◆ Task description ◆
Report the count of lines below that include "food", without any other text.

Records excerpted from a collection
--------------------
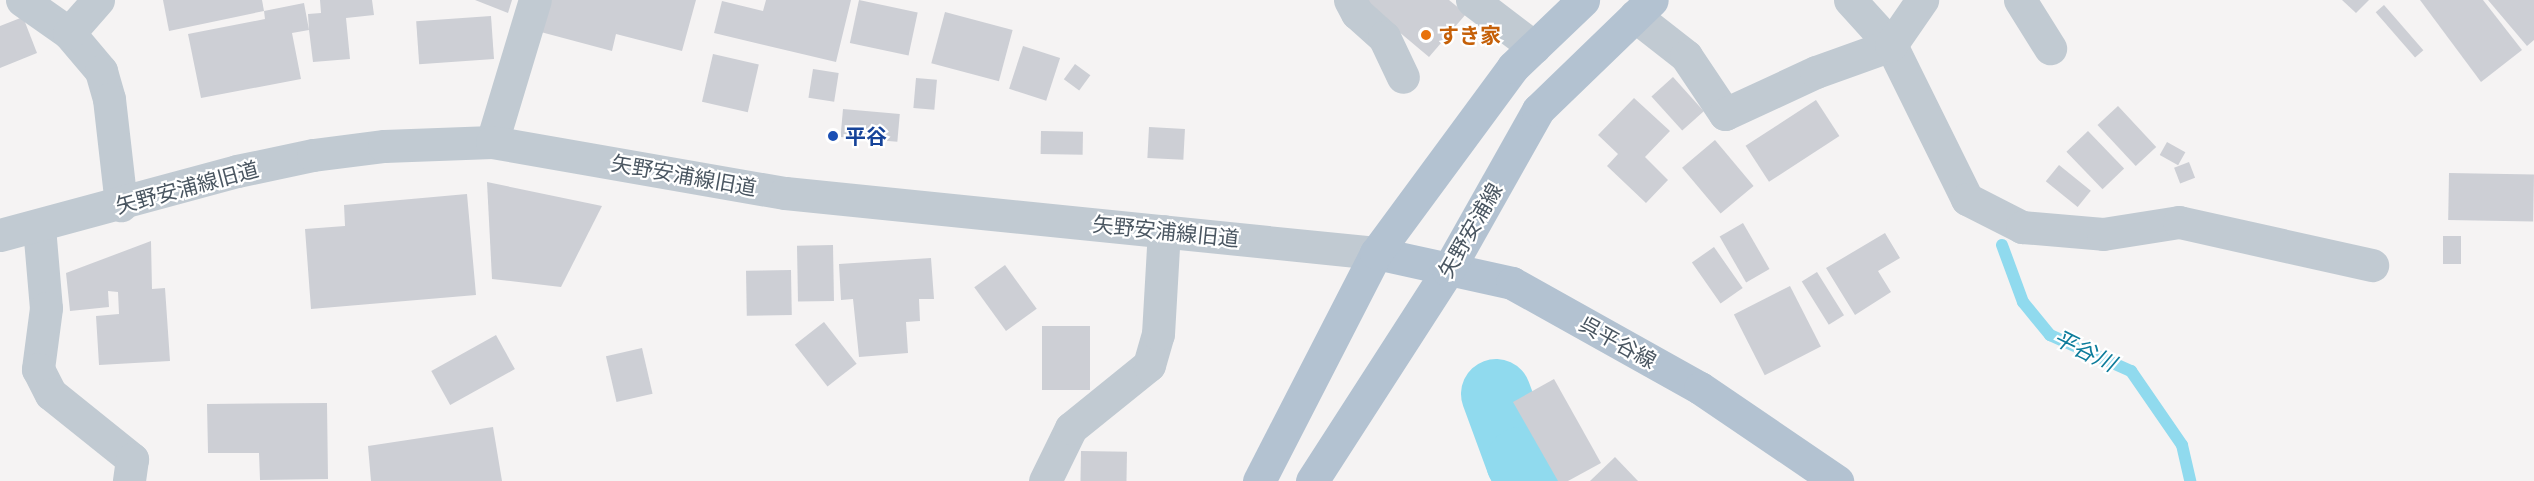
<!DOCTYPE html>
<meta charset="utf-8">
<style>
body{margin:0}
#map{position:relative;width:2534px;height:481px;overflow:hidden;background:#f5f3f3;font-family:"Noto Sans","Noto Sans JP",sans-serif}
div>[style]{position:absolute}
[style*='--x']{left:calc(var(--x)*1px);top:calc(var(--y)*1px);width:calc(var(--w)*1px);rotate:calc(var(--a)*1deg)}
.stream>*{height:12px;margin:-6px;padding:0 6px;transform-origin:6px;border-radius:6px;background:#90daee}
.river>*{height:70px;margin:-35px;padding:0 35px;transform-origin:35px;border-radius:35px;background:#90daee}
.building>*{inset:0;background:#cdcfd5;transform-origin:0 0}
.minor>*{height:33px;margin:-16.5px;padding:0 16.5px;transform-origin:16.5px;border-radius:16.5px;background:#c1cad2}
.major>*{height:33px;margin:-16.5px;padding:0 16.5px;transform-origin:16.5px;border-radius:16.5px;background:#b3c2d1}
.dots>*{width:16px;height:16px;translate:-50% -50%;box-sizing:border-box;border:3px solid #fff;border-radius:50%}
span{translate:-50% -50%;white-space:nowrap;text-align:center;line-height:1.15;-webkit-text-stroke:4.5px #fff;paint-order:stroke}
.food-label{font-size:21px;color:#c56008;font-weight:700}
.left{translate:0 -50%;text-align:left}
.transit-label{font-size:21px;color:#164399;font-weight:700}
.street-label{font-size:21px;color:#4a5661}
.water-label{font-size:22px;color:#0c7c9b;font-style:italic}
</style>
<div id="map">
<div class="stream">
<i style="--x:2002;--y:245;--w:61;--a:69.8"></i>
<i style="--x:2023;--y:302;--w:43;--a:50.7"></i>
<i style="--x:2050;--y:335;--w:89;--a:24"></i>
<i style="--x:2131;--y:371;--w:90;--a:55.4"></i>
<i style="--x:2182;--y:445;--w:37;--a:77"></i>
</div>
<div class="river">
<i style="--x:1496;--y:394;--w:72;--a:69.8"></i>
<i style="--x:1521;--y:462;--w:22;--a:58"></i>
</div>
<div class="building">
<i style="clip-path:polygon(163px 0,262px 0,264px 11px,169px 31px)"></i>
<i style="clip-path:polygon(320px 0,372px 0,374px 15px,346px 18px,350px 59px,313px 62px,309px 30px,292px 33px,301px 79px,201px 98px,188px 34px,265px 19px,264px 11px,304px 3px,309px 30px,308px 14px,321px 13px)"></i>
<i style="clip-path:polygon(475px 0,512px 0,508px 13px)"></i>
<i style="clip-path:polygon(545px 0,696px 0,682px 51px,616px 34px,612px 51px,537px 31px)"></i>
<i style="clip-path:polygon(766px 0,851px 0,836px 62px,714px 33px,722px 1px,763px 11px)"></i>
<i style="left:859px;top:0;width:60px;height:44px;rotate:12deg"></i>
<i style="clip-path:polygon(1361px 0,1449px 0,1466px 14px,1429px 57px)"></i>
<i style="clip-path:polygon(2342px 0,2369px 0,2356px 13px)"></i>
<i style="clip-path:polygon(2420px 0,2483px 0,2522px 50px,2481px 82px)"></i>
<i style="clip-path:polygon(2488px 0,2534px 0,2534px 40px,2527px 46px)"></i>
<i style="left:2384px;top:5px;width:60px;height:11px;rotate:49deg"></i>
<i style="left:945px;top:12px;width:70px;height:53px;rotate:15deg"></i>
<i style="left:491px;top:16px;width:43px;height:75px;rotate:86deg"></i>
<i style="clip-path:polygon(23px 17px,37px 53px,0 68px,0 26px)"></i>
<i style="left:1023px;top:46px;width:39px;height:45px;rotate:18deg"></i>
<i style="left:713px;top:54px;width:47px;height:49px;rotate:13deg"></i>
<i style="left:1075px;top:64px;width:19px;height:19px;rotate:36deg"></i>
<i style="left:813px;top:69px;width:26px;height:29px;rotate:9deg"></i>
<i style="left:1673px;top:77px;width:46px;height:29px;rotate:48deg"></i>
<i style="left:916px;top:78px;width:21px;height:30px;rotate:5deg"></i>
<i style="clip-path:polygon(1634px 98px,1670px 131px,1645px 157px,1668px 180px,1646px 203px,1607px 166px,1618px 154px,1598px 135px)"></i>
<i style="left:1816px;top:100px;width:43px;height:84px;rotate:57deg"></i>
<i style="left:2118px;top:106px;width:56px;height:28px;rotate:47deg"></i>
<i style="left:843px;top:109px;width:57px;height:28px;rotate:5deg"></i>
<i style="left:1149px;top:127px;width:36px;height:31px;rotate:3deg"></i>
<i style="left:1041px;top:131px;width:42px;height:23px;rotate:1deg"></i>
<i style="left:2088px;top:131px;width:52px;height:30px;rotate:46deg"></i>
<i style="left:1715px;top:140px;width:60px;height:43px;rotate:50deg"></i>
<i style="left:2167px;top:142px;width:21px;height:15px;rotate:29deg"></i>
<i style="left:2189px;top:162px;width:17px;height:16px;rotate:69deg"></i>
<i style="left:2059px;top:165px;width:41px;height:21px;rotate:39deg"></i>
<i style="left:2449px;top:173px;width:85px;height:47px;rotate:1deg"></i>
<i style="clip-path:polygon(487px 182px,602px 206px,561px 287px,492px 279px)"></i>
<i style="clip-path:polygon(467px 194px,476px 295px,311px 309px,305px 229px,345px 226px,344px 205px)"></i>
<i style="left:1743px;top:223px;width:53px;height:27px;rotate:60deg"></i>
<i style="clip-path:polygon(1885px 233px,1900px 258px,1878px 271px,1891px 292px,1855px 315px,1826px 268px)"></i>
<i style="left:2443px;top:236px;width:18px;height:28px"></i>
<i style="clip-path:polygon(151px 241px,152px 289px,165px 288px,170px 361px,99px 365px,96px 316px,119px 314px,118px 292px,108px 291px,109px 307px,70px 311px,66px 273px)"></i>
<i style="left:833px;top:245px;width:56px;height:36px;rotate:89deg"></i>
<i style="left:1714px;top:247px;width:50px;height:27px;rotate:55deg"></i>
<i style="clip-path:polygon(931px 258px,934px 299px,919px 299px,920px 321px,906px 322px,908px 353px,859px 357px,853px 299px,841px 300px,839px 264px)"></i>
<i style="left:1005px;top:265px;width:54px;height:38px;rotate:54deg"></i>
<i style="left:791px;top:270px;width:45px;height:45px;rotate:89deg"></i>
<i style="left:1817px;top:272px;width:51px;height:18px;rotate:58deg"></i>
<i style="left:1790px;top:286px;width:68px;height:63px;rotate:63deg"></i>
<i style="left:824px;top:322px;width:53px;height:37px;rotate:52deg"></i>
<i style="left:1042px;top:326px;width:48px;height:64px"></i>
<i style="left:496px;top:335px;width:39px;height:74px;rotate:61deg"></i>
<i style="left:642px;top:348px;width:47px;height:37px;rotate:77deg"></i>
<i style="clip-path:polygon(1554px 379px,1601px 463px,1568px 481px,1558px 481px,1513px 402px)"></i>
<i style="clip-path:polygon(327px 403px,328px 479px,260px 480px,259px 453px,208px 453px,207px 404px)"></i>
<i style="clip-path:polygon(493px 427px,502px 481px,371px 481px,368px 446px)"></i>
<i style="left:1081px;top:451px;width:46px;height:30px;rotate:1deg"></i>
<i style="clip-path:polygon(1615px 457px,1638px 481px,1590px 481px)"></i>
</div>
<div class="minor">
<i style="--x:22;--y:0;--w:57;--a:35.1"></i>
<i style="--x:69;--y:33;--w:50;--a:49.9"></i>
<i style="--x:101;--y:71;--w:29;--a:74"></i>
<i style="--x:109;--y:99;--w:107;--a:83.5"></i>
<i style="--x:1350;--y:0;--w:15;--a:62"></i>
<i style="--x:1357;--y:13;--w:36;--a:42"></i>
<i style="--x:1384;--y:37;--w:44;--a:64.6"></i>
<i style="--x:1472;--y:0;--w:78;--a:37.2"></i>
<i style="--x:1850;--y:0;--w:61;--a:47.7"></i>
<i style="--x:1891;--y:45;--w:172;--a:63.7"></i>
<i style="--x:1967;--y:199;--w:62;--a:27"></i>
<i style="--x:2022;--y:227;--w:81;--a:4.9"></i>
<i style="--x:2103;--y:234;--w:77;--a:-9"></i>
<i style="--x:2179;--y:222;--w:198;--a:12.6"></i>
<i style="--x:2020;--y:0;--w:57;--a:58"></i>
<i style="--x:1635;--y:16;--w:65;--a:38.1"></i>
<i style="--x:1686;--y:56;--w:70;--a:56.1"></i>
<i style="--x:1725;--y:114;--w:100;--a:-24.8"></i>
<i style="--x:1816;--y:72;--w:80;--a:-19.8"></i>
<i style="--x:1891;--y:45;--w:55;--a:-55.4"></i>
<i style="--x:69;--y:33;--w:44;--a:-48.7"></i>
<i style="--x:492;--y:142;--w:148;--a:-73.2"></i>
<i style="--x:39;--y:227;--w:81;--a:85.1"></i>
<i style="--x:46;--y:308;--w:62;--a:97.5"></i>
<i style="--x:38;--y:369;--w:28;--a:63"></i>
<i style="--x:51;--y:394;--w:104;--a:38.7"></i>
<i style="--x:132;--y:459;--w:22;--a:98"></i>
<i style="--x:0;--y:235;--w:245;--a:-15.1"></i>
<i style="--x:237;--y:171;--w:78;--a:-11.9"></i>
<i style="--x:313;--y:155;--w:72;--a:-7.2"></i>
<i style="--x:384;--y:146;--w:108;--a:-2.1"></i>
<i style="--x:492;--y:142;--w:297;--a:9.9"></i>
<i style="--x:785;--y:193;--w:594;--a:5.8"></i>
<i style="--x:1045;--y:481;--w:59;--a:-63.9"></i>
<i style="--x:1071;--y:428;--w:100;--a:-38.9"></i>
<i style="--x:1149;--y:365;--w:32;--a:-74"></i>
<i style="--x:1158;--y:334;--w:103;--a:-86.7"></i>
</div>
<div class="major">
<i style="--x:1376;--y:253;--w:139;--a:12.4"></i>
<i style="--x:1512;--y:283;--w:215;--a:29.2"></i>
<i style="--x:1700;--y:388;--w:166;--a:34.2"></i>
<i style="--x:1259;--y:481;--w:256;--a:-62.8"></i>
<i style="--x:1376;--y:253;--w:231;--a:-53.6"></i>
<i style="--x:1513;--y:67;--w:97;--a:-43.7"></i>
<i style="--x:1312;--y:481;--w:251;--a:-57.2"></i>
<i style="--x:1448;--y:270;--w:184;--a:-60.6"></i>
<i style="--x:1538;--y:110;--w:158;--a:-44"></i>
</div>
<div class="dots">
<i style="left:1426px;top:35px;background:#e8710a"></i>
<i style="left:833px;top:136px;background:#1a4fb4"></i>
</div>
<div class="food-label">
<span class="left" style="left:1438px;top:35px">すき家</span>
</div>
<div class="transit-label">
<span class="left" style="left:845px;top:136px">平谷</span>
</div>
<div class="street-label">
<span style="left:684px;top:175px;rotate:10deg">矢野安浦線旧道</span>
<span style="left:187px;top:187px;rotate:-15deg">矢野安浦線旧道</span>
<span style="left:1470px;top:230px;rotate:-60deg">矢野安浦線</span>
<span style="left:1166px;top:231px;rotate:6deg">矢野安浦線旧道</span>
<span style="left:1618px;top:342px;rotate:29deg">呉平谷線</span>
</div>
<div class="water-label">
<span style="left:2085px;top:350px;rotate:26deg">平谷川</span>
</div>
</div>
--------------------
◆ Exercise answer ◆
2